AB Motala Verkstad is one of the oldest engineering companies in Sweden. The company was founded in 1822 during the construction of Göta Canal. Motala Verkstad has also built about 400 ships, 800 bridges (e.g. Västerbron, Skeppsholmsbron, Bergsnäsbron and the Ahvaz Bridge in Iran), railway equipment, and 1300 locomotives. The 118-meter-tall towers of Uppsala Cathedral were also built by Motala Verkstad. During the 1970s the company was the world's largest exporter of kitchen sinks and during the 1980s they built landing gear for Swedish-built aircraft. As of 2023 the company employs about 240 people.

== History ==
Motala Verkstad was started in 1822 on Baltzar von Platen's initiative.

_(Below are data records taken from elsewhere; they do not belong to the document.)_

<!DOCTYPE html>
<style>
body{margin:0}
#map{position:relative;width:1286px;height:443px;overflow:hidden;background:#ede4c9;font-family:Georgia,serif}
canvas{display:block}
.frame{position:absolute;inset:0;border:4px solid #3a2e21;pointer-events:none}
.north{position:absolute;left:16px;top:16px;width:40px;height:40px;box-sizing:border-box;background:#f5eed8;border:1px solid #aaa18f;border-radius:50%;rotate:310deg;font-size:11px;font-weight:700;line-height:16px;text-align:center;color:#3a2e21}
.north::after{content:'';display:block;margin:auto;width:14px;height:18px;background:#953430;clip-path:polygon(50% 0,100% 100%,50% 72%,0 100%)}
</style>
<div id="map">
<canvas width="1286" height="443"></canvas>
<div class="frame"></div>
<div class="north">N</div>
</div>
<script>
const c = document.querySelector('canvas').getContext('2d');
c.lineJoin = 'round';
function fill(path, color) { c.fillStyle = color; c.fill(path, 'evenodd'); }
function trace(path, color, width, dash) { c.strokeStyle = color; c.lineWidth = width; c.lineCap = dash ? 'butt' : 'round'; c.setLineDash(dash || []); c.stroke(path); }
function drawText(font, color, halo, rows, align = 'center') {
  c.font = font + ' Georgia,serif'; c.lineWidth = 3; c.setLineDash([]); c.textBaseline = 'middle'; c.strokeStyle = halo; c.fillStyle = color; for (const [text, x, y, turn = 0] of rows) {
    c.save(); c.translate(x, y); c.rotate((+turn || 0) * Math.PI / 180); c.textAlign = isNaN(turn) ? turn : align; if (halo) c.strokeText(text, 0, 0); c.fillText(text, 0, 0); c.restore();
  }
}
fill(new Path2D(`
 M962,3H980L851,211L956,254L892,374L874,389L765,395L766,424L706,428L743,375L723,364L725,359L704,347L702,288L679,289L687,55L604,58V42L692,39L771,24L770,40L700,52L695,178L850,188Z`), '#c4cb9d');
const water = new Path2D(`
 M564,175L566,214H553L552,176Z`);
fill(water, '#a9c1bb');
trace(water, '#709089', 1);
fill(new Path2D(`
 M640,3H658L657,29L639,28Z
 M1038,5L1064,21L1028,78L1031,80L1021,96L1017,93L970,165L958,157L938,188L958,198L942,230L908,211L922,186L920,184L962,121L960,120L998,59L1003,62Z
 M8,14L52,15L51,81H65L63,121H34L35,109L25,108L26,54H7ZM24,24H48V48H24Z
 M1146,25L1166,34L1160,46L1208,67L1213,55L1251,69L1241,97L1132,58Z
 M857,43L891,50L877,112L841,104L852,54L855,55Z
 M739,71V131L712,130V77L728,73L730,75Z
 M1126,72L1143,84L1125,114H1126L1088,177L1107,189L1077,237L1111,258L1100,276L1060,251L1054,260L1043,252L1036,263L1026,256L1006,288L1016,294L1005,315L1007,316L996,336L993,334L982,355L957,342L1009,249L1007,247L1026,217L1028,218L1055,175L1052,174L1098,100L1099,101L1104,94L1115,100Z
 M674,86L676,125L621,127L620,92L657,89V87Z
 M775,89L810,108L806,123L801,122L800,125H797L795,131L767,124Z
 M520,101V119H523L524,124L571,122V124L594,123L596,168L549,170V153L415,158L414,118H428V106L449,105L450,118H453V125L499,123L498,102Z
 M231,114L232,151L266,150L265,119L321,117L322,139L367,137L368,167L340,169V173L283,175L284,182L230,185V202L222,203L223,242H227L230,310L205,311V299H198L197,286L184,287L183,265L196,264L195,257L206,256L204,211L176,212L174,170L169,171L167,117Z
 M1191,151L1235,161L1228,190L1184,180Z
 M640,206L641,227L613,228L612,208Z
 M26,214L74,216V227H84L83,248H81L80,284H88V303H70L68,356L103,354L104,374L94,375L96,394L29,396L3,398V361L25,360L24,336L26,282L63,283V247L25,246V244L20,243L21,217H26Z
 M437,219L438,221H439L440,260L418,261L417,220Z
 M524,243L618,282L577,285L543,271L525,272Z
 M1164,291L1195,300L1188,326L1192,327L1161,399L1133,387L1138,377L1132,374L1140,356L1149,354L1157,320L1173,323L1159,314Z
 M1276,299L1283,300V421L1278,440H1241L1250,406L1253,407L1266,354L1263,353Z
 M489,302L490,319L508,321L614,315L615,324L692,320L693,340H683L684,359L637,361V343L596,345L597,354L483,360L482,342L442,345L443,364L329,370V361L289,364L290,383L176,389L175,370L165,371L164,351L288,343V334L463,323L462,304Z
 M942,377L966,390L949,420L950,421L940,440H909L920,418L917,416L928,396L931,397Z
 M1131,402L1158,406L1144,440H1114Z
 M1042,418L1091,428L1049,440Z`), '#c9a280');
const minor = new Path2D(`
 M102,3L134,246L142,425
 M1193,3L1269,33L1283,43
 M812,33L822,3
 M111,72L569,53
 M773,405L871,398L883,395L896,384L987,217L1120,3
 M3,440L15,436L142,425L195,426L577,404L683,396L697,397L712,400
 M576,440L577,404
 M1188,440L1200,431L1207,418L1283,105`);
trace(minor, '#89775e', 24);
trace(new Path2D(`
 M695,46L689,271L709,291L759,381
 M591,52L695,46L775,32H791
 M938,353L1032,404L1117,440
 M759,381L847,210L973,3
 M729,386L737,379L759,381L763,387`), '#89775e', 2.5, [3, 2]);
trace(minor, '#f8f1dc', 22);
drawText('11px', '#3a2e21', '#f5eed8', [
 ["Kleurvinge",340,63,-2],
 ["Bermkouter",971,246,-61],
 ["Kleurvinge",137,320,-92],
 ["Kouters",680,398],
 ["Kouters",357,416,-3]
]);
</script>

Von Platen realized the importance of having local technical knowledge during the construction of the channel. The first leader was Daniel Fraser.

==Ships built at Motala Verkstad==
- Hildur-class monitors (1870s)
- M/S Juno (1874)
- SS Nya Svartsjölandet (1900, now MV Västan)
- SS Angantyr (1909)
- SS Valkyrian (1909, now SS Drottningholm)
- PS Skibladner (1856)

== In literature ==
In Jules Verne's 1870 novel Twenty Thousand Leagues Under the Seas, the "beak" of the submarine Nautilus was built at Motala Verkstad.